Our daily round-up of news from the art world
Moritz Wesseler appointed as new director of Kassel’s Fridericianum | Moritz Wesseler, former director of the Kölnischen Kunstvereins in Cologne, has been appointed to direct the Fridericianum in Kassel. Wesseler succeeds Susanne Pfeffer, who now heads up the Museum für Moderne Kunst in Frankfurt. Wesseler will take up his post at the museum, which every five years serves as a key venue for the Documenta exhibition, on 1 November.
Dominic Willsdon named new director of ICA at VCU | Dominic Willsdon has been named the new director of the Institute for Contemporary Art at Virginia Commonwealth University in Richmond, Virginia. Willsdon comes to the museum, which opened this past spring, with 12 years’ experience as curator of education and public practice at the San Francisco Museum of Modern Art. Prior to that he was curator of public programmes at Tate Modern. Willsdon replaces Lisa Freiman, who resigned unexpectedly in January.
Glenstone Museum sued by contractors for $24m | Hitt Contracting has filed a lawsuit against the foundation behind the Glenstone Museum in Potomac, Maryland, which is set to open a major $200m expansion in October.

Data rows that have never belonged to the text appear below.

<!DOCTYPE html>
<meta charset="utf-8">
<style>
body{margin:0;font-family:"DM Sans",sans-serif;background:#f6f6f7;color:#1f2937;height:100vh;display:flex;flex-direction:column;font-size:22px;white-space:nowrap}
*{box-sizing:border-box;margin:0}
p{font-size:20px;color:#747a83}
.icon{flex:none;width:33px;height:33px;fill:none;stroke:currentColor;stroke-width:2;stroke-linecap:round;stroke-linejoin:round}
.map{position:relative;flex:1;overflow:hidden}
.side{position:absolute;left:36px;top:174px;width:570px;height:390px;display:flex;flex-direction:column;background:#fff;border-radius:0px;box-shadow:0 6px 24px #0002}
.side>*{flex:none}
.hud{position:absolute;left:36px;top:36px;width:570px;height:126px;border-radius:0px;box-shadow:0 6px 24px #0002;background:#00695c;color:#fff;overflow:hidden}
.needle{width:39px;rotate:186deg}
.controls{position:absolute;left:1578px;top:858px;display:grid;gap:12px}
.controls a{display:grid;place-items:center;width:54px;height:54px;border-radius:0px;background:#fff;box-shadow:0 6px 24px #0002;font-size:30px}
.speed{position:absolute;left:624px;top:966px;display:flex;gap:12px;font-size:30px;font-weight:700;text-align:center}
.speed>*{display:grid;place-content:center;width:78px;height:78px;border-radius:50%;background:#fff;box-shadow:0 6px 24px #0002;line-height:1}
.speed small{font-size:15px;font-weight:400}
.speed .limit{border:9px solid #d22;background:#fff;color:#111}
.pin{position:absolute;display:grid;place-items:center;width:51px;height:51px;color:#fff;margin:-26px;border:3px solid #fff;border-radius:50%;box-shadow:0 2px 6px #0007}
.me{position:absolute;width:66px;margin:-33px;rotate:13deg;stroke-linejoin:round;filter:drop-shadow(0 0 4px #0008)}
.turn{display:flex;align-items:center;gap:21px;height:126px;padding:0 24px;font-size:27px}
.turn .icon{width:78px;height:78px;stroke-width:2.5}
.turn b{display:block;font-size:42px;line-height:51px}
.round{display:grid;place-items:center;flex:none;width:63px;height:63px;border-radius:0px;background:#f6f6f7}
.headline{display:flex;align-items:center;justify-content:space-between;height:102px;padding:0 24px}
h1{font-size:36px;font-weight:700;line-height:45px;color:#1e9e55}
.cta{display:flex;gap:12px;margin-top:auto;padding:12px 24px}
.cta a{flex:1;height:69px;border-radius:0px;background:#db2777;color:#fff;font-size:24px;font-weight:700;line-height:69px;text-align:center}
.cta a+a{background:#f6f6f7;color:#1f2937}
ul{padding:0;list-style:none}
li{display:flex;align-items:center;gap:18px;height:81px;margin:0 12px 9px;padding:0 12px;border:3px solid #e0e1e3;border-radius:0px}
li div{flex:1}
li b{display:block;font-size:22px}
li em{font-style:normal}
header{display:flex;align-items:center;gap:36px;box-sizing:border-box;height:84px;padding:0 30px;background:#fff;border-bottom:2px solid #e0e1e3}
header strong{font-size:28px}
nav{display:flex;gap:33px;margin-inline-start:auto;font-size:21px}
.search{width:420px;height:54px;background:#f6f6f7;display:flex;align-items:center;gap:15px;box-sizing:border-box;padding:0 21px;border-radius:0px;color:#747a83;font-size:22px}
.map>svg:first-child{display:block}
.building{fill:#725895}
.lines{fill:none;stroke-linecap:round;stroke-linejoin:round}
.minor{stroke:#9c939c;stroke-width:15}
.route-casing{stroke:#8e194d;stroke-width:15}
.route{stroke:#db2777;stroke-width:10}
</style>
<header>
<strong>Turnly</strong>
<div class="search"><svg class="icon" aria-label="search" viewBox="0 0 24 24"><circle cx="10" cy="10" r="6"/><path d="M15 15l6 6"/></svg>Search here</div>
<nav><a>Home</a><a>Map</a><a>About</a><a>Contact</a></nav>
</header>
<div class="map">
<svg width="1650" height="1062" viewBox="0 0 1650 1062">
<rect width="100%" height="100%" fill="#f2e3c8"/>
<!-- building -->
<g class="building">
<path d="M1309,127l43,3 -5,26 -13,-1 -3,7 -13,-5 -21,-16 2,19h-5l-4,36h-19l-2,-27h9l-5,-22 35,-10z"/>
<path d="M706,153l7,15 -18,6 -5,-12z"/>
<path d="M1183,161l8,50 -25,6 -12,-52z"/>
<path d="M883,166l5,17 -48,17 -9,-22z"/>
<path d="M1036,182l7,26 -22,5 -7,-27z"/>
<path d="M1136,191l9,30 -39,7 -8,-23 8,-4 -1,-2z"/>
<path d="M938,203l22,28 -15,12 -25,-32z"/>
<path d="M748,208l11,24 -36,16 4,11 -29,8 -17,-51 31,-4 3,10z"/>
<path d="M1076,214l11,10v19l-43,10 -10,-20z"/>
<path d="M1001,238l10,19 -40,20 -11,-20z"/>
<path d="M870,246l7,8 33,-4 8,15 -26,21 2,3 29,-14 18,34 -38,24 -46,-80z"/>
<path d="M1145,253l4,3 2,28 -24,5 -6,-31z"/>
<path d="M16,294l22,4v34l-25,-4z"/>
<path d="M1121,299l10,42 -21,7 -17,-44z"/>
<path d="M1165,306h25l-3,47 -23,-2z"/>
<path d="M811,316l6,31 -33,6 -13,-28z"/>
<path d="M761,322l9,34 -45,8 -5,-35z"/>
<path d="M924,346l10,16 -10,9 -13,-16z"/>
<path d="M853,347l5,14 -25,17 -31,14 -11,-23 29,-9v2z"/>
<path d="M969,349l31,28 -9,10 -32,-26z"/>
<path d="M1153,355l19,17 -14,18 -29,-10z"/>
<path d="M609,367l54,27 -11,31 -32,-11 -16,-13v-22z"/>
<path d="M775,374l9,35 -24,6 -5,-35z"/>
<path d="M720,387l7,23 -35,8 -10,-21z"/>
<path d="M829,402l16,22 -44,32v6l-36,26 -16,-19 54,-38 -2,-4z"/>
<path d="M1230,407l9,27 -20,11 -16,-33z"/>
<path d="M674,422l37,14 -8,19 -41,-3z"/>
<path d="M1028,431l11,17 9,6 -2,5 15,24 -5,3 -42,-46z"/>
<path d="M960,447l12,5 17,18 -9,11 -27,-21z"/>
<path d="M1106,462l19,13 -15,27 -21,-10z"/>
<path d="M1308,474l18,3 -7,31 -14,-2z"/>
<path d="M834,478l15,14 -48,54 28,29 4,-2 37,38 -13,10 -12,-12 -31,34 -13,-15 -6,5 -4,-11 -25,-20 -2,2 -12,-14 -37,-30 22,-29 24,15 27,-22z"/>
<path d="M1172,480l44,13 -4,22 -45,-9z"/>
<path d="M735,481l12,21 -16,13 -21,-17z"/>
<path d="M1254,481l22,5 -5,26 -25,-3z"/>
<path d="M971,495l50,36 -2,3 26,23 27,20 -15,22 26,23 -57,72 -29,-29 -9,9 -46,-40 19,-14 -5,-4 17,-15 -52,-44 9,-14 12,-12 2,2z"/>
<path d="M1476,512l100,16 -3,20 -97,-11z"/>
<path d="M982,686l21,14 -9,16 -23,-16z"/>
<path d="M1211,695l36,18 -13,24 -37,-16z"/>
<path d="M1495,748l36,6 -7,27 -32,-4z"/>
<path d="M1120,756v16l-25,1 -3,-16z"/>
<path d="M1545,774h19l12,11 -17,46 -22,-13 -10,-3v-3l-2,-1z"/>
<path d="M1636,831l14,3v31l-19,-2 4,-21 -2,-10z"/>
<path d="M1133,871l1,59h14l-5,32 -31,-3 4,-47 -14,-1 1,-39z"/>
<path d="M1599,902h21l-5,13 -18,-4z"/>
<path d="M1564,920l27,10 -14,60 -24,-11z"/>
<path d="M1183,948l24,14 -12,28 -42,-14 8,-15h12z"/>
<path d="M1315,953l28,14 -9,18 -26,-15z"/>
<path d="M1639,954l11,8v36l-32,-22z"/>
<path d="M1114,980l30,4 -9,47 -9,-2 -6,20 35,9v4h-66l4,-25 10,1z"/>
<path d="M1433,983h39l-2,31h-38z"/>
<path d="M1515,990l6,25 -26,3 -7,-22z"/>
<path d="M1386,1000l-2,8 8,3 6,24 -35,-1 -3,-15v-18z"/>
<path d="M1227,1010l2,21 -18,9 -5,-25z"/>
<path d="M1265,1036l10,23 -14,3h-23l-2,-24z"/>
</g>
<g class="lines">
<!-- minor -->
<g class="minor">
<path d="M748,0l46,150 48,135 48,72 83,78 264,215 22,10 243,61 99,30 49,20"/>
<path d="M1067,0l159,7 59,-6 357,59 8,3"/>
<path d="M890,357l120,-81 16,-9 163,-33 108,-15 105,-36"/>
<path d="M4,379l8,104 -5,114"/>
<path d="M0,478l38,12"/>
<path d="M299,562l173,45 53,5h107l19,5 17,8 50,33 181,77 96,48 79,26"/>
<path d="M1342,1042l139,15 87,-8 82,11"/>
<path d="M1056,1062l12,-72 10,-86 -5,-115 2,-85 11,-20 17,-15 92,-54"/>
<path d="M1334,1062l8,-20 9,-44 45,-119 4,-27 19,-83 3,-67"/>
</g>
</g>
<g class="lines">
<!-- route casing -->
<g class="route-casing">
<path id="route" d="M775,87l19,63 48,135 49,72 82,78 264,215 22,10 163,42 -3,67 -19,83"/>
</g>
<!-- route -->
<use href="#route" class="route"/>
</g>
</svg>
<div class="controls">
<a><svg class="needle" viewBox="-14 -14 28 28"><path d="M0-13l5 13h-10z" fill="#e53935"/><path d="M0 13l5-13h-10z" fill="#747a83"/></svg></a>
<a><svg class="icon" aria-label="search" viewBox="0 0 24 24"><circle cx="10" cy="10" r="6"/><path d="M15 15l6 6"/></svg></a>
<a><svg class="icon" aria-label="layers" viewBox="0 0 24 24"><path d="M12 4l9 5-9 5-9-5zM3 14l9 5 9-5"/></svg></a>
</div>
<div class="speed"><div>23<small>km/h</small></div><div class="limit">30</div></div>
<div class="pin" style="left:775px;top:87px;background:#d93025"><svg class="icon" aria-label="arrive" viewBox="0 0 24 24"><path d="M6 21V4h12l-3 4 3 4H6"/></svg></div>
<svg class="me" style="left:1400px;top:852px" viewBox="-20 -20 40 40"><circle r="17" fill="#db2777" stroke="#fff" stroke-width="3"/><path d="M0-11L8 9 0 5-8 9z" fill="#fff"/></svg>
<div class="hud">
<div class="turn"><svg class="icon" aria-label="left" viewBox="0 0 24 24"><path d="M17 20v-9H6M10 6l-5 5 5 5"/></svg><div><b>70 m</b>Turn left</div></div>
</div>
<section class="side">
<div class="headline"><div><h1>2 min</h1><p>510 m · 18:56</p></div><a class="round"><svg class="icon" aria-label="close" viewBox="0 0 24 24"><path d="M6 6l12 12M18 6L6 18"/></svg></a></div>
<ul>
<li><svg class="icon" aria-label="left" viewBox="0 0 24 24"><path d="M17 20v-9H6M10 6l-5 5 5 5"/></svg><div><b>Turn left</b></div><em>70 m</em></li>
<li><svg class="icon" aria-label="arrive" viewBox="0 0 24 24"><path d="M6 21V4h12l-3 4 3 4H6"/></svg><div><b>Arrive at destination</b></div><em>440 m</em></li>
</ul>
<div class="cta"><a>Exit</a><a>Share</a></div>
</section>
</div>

The company, which was contracted to carry out the project in 2014, is seeking $24m in damages over ‘disorganised’ management resulting in repeated delays and additional expenses.
New York gallery cancels exhibition featuring alleged neo-Nazi | An exhibition featuring controversial musician and artist Boyd Rice, who has been accused of being a neo-Nazi, scheduled to open this week at Greenspon gallery in new York, has been cancelled following criticism and alleged threats directed at the gallery. The claims that Rice is a Nazi sympathiser are partly based on a photograph, first published in Sassy Magazine in 1989, of Rice in the company of white supremacist Bob Heick, founder of the American Front. According to ARTnews, Rice has consistently denied allegations that he is a Nazi.
Recommended reading | In the New Yorker, Paul Bloom compares a new book by Ellen Winner, which answers philosophical questions about art by assessing the results of various psychological tests, with Eric Kandel’s Reductionism in Art and Brain Science, which argues that there are common methodologies found in both neuroscience and abstract art. In the Guardian, Renaissance researcher Jill Burke offers her opinion on the Royal Academy’s new gender quota for the exhibition of nudes. The Financial Times reports on private banks that now offer advice on fine art investment.